I absolutely don’t mind.
We’re both breathless. Water clings to his lashes in little spikes, his cheeks are pink with exertion—or from my foot—and I have that weird disorienting feeling that we’ve never really seen each other before tonight.
His eyes are brown and twinkly; his grin is enormous. He licks his lips, and then bites the lower one. A surge of goose bumps slithers along my skin, and it has nothing to do with the temperature of the water.
I know the moment he really notices our position because the giddy smile slips from his mouth and melts into something serious. His eyes flicker across my face and down to my mouth, and he blinks once, twice.
“Sorry,” he whispers, and I feel his breath as it mixes with mine; the heat ghosts across my lips. He moves back, and on instinct I reach for his hips.

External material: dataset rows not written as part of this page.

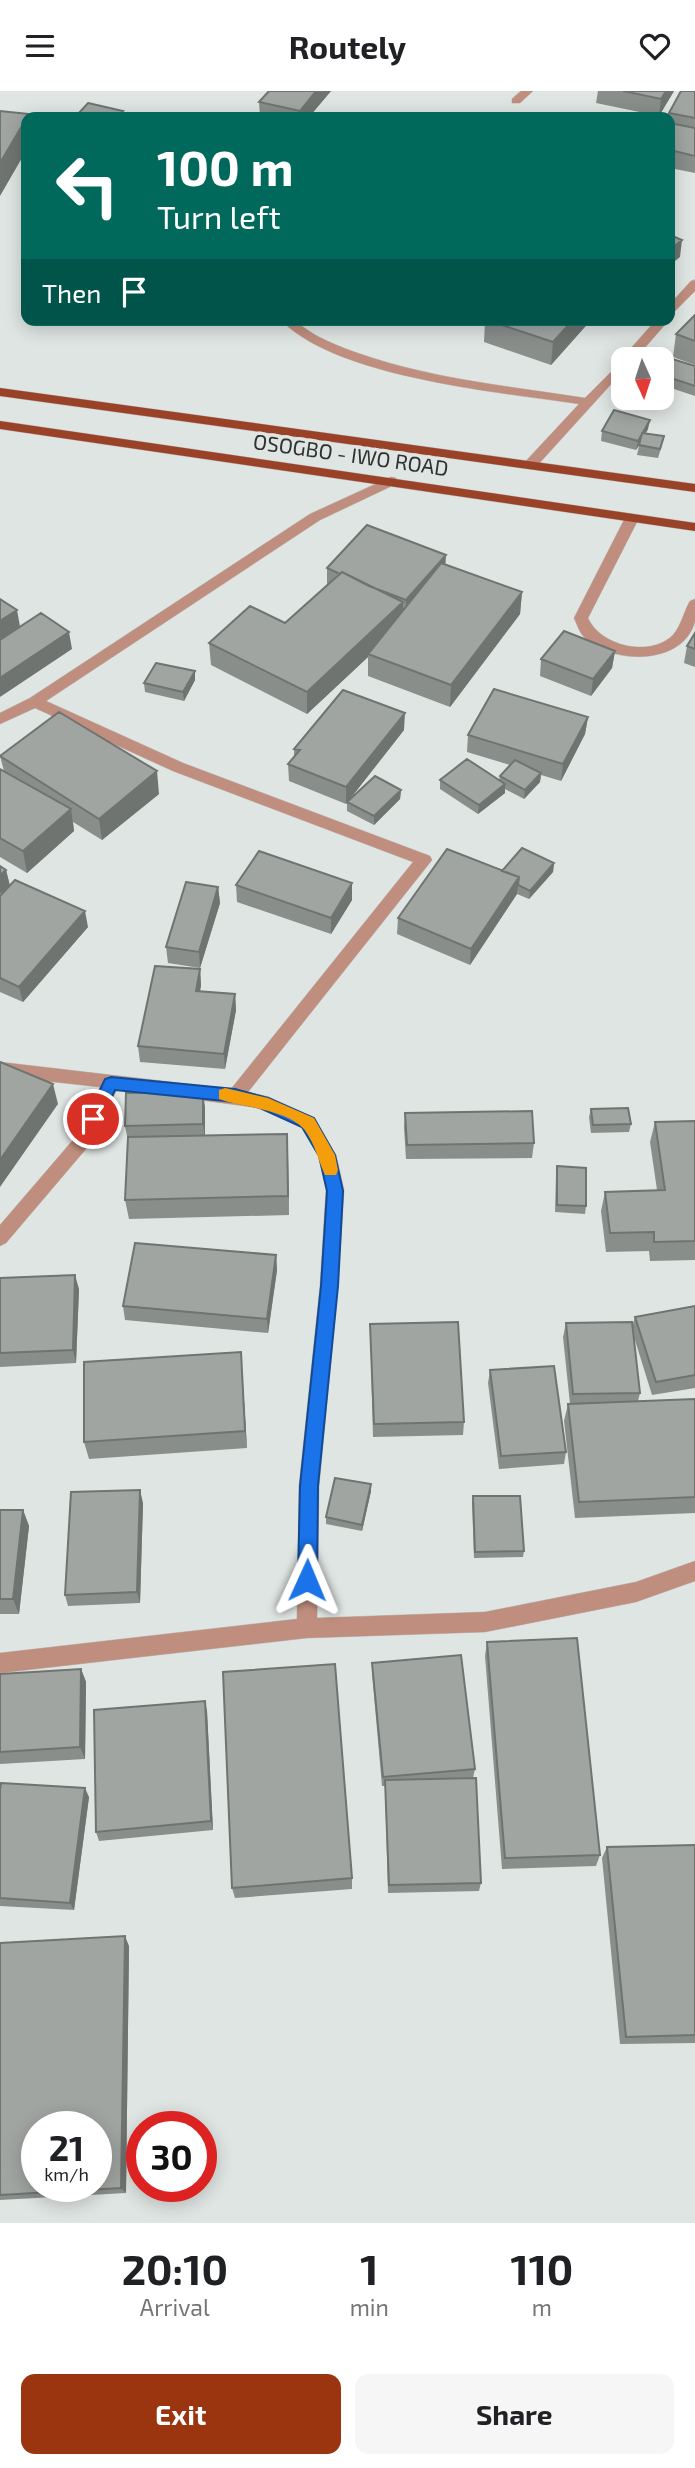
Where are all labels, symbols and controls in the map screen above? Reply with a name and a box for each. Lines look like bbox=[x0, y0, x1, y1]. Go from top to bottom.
icon: menu bbox=[21, 27, 59, 65]
text: Routely bbox=[289, 27, 406, 65]
icon: heart bbox=[636, 27, 674, 65]
text: 100 m bbox=[157, 137, 294, 196]
icon: left bbox=[42, 140, 133, 231]
text: Turn left bbox=[157, 197, 281, 235]
icon: arrive bbox=[115, 273, 153, 311]
text: Then bbox=[42, 277, 101, 308]
north arrow bbox=[611, 347, 674, 409]
map controls bbox=[611, 347, 674, 410]
street label: OSOGBO - IWO ROAD bbox=[252, 428, 450, 480]
pin bbox=[63, 1089, 123, 1149]
icon: arrive bbox=[74, 1100, 112, 1138]
position arrow bbox=[270, 1543, 344, 1617]
speed limit sign: 30 bbox=[126, 2111, 217, 2202]
text: 21 bbox=[49, 2126, 84, 2168]
text: km/h bbox=[44, 2163, 89, 2185]
text: 20:10 bbox=[122, 2243, 228, 2293]
text: 1 bbox=[360, 2243, 378, 2293]
text: 110 bbox=[511, 2243, 573, 2293]
text: Arrival bbox=[140, 2293, 210, 2321]
text: min bbox=[350, 2293, 389, 2321]
text: m bbox=[532, 2293, 552, 2321]
button: Exit bbox=[21, 2374, 341, 2454]
button: Share bbox=[355, 2374, 674, 2454]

Seconds tick by, and the water laps against the side of the pool, jostling us together and apart. Together. I look at his mouth, wondering how I never noticed the bow of his top lip, the fullness of his bottom. His boxers sink low on his hips under the weight of the water and my thumbs press against the bare skin there, able to discern bone and muscle. My nipples are hard beneath the fabric of my shirt; my lace bra is useless against the temperature of the water. If I leaned in, even an inch, would he let me kiss him? Would he want me to? Do I?
I lick away a drop of water, and his eyes follow the movement before meeting mine again. He gives me a nod—so imperceptible I’d’ve missed it if we weren’t so close, chest to chest and breathing the same air. I have a room upstairs, a bed. So does he. It would be so simple to kiss him. There are barely inches between us.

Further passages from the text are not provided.